In all cases the presence of the tos locus was found concurrently with the fbp and efu loci and, with the exception of one strain, with the picU gene. The distributions of the hly, fim, aer, cnf1, pap, sat, and prs loci have previously been described for this collection of UTI isolates (46). Comparison of the current data with the previous data did not reveal a strict concomitant correlation between the presence of any of the previously investigated loci and the data generated for the present study.

Prevalence of PAI II_CFT073 genes among E. coli septicemia isolates.

The prototypical uropathogenic E. coli isolate CFT073 was isolated from the blood of a woman suffering from pyelonephritis, indicating that it had the capacity to invade the bloodstream (35).
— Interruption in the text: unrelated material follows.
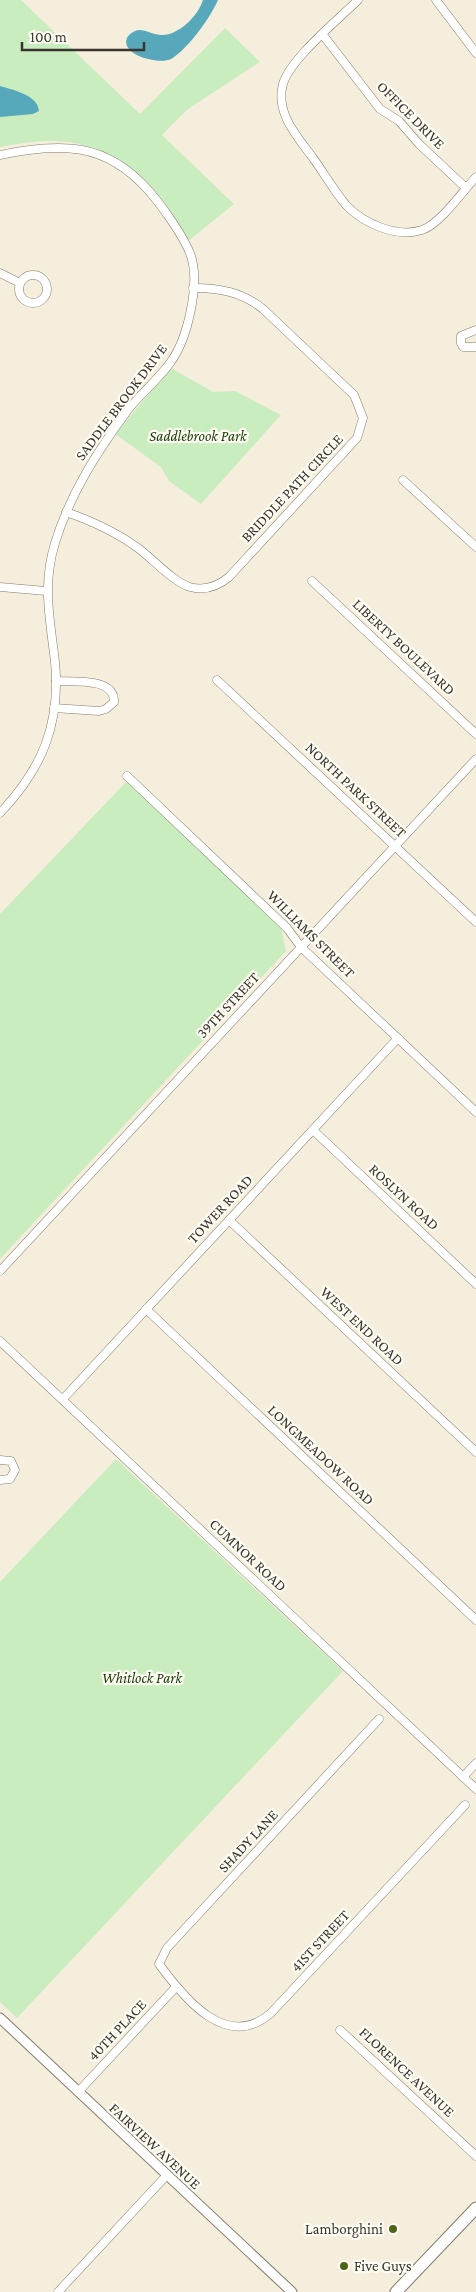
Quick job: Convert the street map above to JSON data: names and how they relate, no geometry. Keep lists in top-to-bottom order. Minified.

To investigate whether PAI II_CFT073 contributed to the ability of E. coli to invade the bloodstream, the distribution of the five virulence-associated loci in 43 strains of E. coli isolated from patients with septicemia was examined by PCR (Fig. 4). There were no statistically significant differences between the prevalences of any of the PAI II_CFT073 loci in the septicemia and pyelonephritis isolates. Similarly, there was no statistically significant difference between the distribution of the fbp, efu, and picU loci in the septicemia isolates compared to the cystitis isolates, and no difference was observed in the distribution of the picU gene when septicemia isolates were compared to the prostatitis strains. Interestingly, the tos and etp loci demonstrated a statistically lower prevalence in the septicemia isolates than in cystitis isolates (P < 0.02 and P < 0.05, respectively).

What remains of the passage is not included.